- Activity:
Copy the records below exactly, omitting any pictures they contain.

◆ ◆ ◆

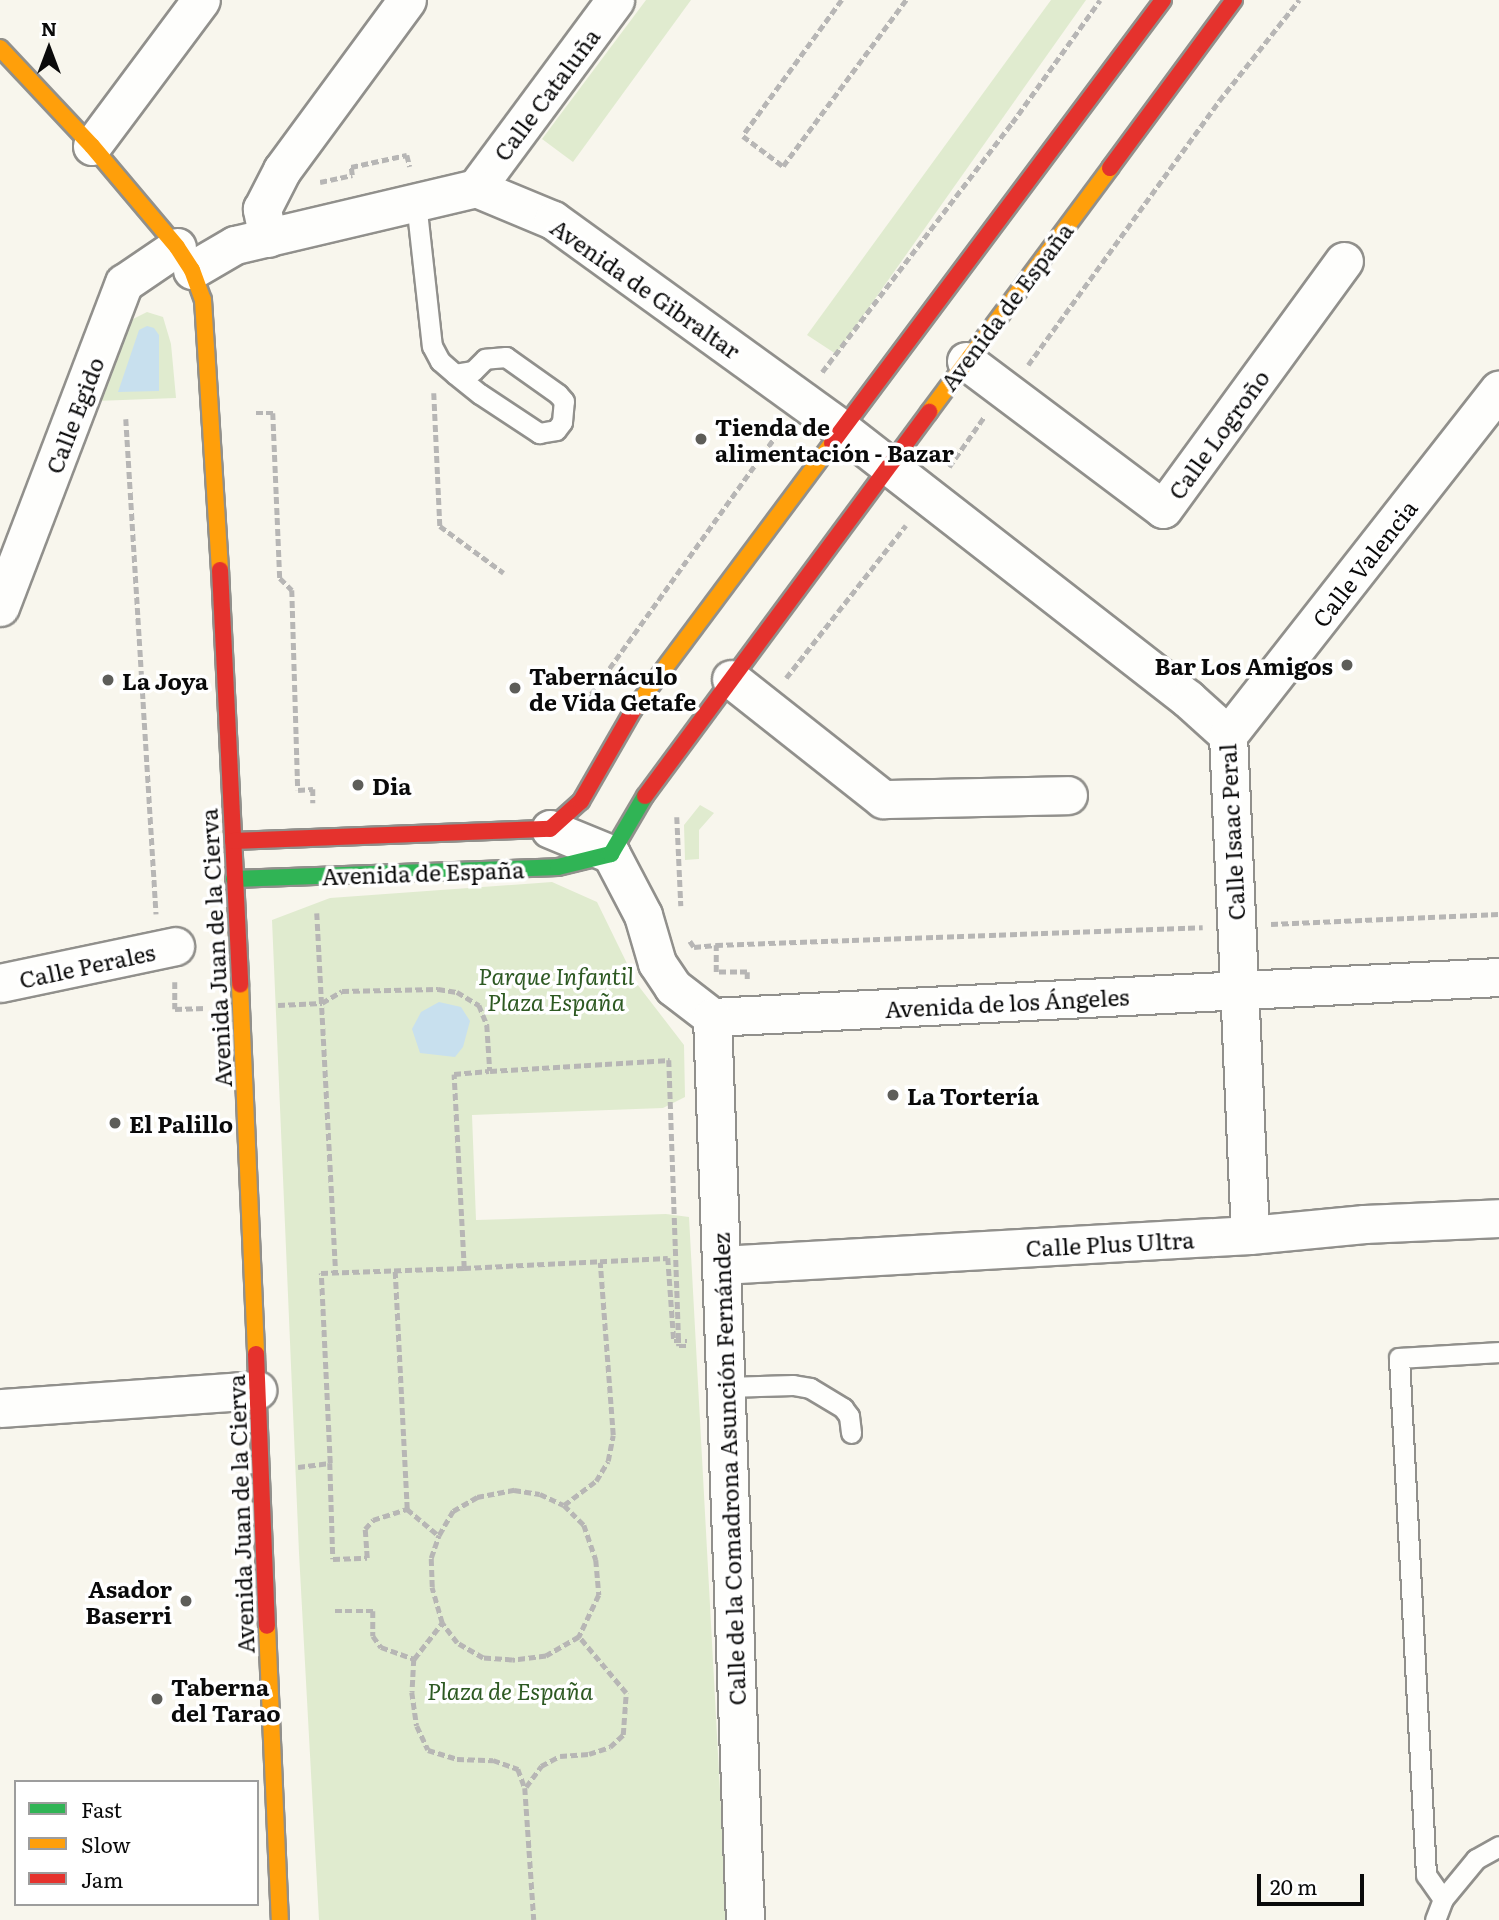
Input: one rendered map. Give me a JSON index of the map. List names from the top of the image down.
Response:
{
  "streets": {
    "street": [
      "Calle Cataluña",
      "Avenida de Gibraltar",
      "Avenida de España",
      "Calle Egido",
      "Calle Logroño",
      "Calle Valencia",
      "Calle Isaac Peral",
      "Avenida Juan de la Cierva",
      "Calle Perales",
      "Avenida de los Ángeles",
      "Calle Plus Ultra",
      "Calle de la Comadrona Asunción Fernández"
    ]
  },
  "crossings": [
    ["Calle Cataluña", "Avenida de Gibraltar"],
    ["Avenida de Gibraltar", "Avenida de España"],
    ["Avenida de Gibraltar", "Calle Isaac Peral"],
    ["Avenida de España", "Calle Logroño"],
    ["Avenida de España", "Calle Isaac Peral"],
    ["Avenida de España", "Avenida Juan de la Cierva"],
    ["Calle Egido", "Avenida Juan de la Cierva"],
    ["Calle Valencia", "Calle Isaac Peral"],
    ["Calle Isaac Peral", "Avenida de los Ángeles"],
    ["Calle Isaac Peral", "Calle Plus Ultra"],
    ["Avenida de los Ángeles", "Calle de la Comadrona Asunción Fernández"],
    ["Calle Plus Ultra", "Calle de la Comadrona Asunción Fernández"]
  ],
  "parks": ["Parque Infantil Plaza España", "Plaza de España"],
  "places": [
    "Tienda de alimentación - Bazar",
    "Bar Los Amigos",
    "La Joya",
    "Tabernáculo de Vida Getafe",
    "Dia",
    "La Tortería",
    "El Palillo",
    "Asador Baserri",
    "Taberna del Tarao"
  ],
  "legend": ["Fast", "Slow", "Jam"],
  "scale_bar": "20 m",
  "north": "top"
}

◆ ◆ ◆

- The completed task:
Input: one rendered map. Give me a JSON index of the map. List names from the top of the image down.
Response:
{
  "streets": {
    "street": [
      "Calle Cataluña",
      "Avenida de Gibraltar",
      "Avenida de España",
      "Calle Egido",
      "Calle Logroño",
      "Calle Valencia",
      "Calle Isaac Peral",
      "Avenida Juan de la Cierva",
      "Calle Perales",
      "Avenida de los Ángeles",
      "Calle Plus Ultra",
      "Calle de la Comadrona Asunción Fernández"
    ]
  },
  "crossings": [
    ["Calle Cataluña", "Avenida de Gibraltar"],
    ["Avenida de Gibraltar", "Avenida de España"],
    ["Avenida de Gibraltar", "Calle Isaac Peral"],
    ["Avenida de España", "Calle Logroño"],
    ["Avenida de España", "Calle Isaac Peral"],
    ["Avenida de España", "Avenida Juan de la Cierva"],
    ["Calle Egido", "Avenida Juan de la Cierva"],
    ["Calle Valencia", "Calle Isaac Peral"],
    ["Calle Isaac Peral", "Avenida de los Ángeles"],
    ["Calle Isaac Peral", "Calle Plus Ultra"],
    ["Avenida de los Ángeles", "Calle de la Comadrona Asunción Fernández"],
    ["Calle Plus Ultra", "Calle de la Comadrona Asunción Fernández"]
  ],
  "parks": ["Parque Infantil Plaza España", "Plaza de España"],
  "places": [
    "Tienda de alimentación - Bazar",
    "Bar Los Amigos",
    "La Joya",
    "Tabernáculo de Vida Getafe",
    "Dia",
    "La Tortería",
    "El Palillo",
    "Asador Baserri",
    "Taberna del Tarao"
  ],
  "legend": ["Fast", "Slow", "Jam"],
  "scale_bar": "20 m",
  "north": "top"
}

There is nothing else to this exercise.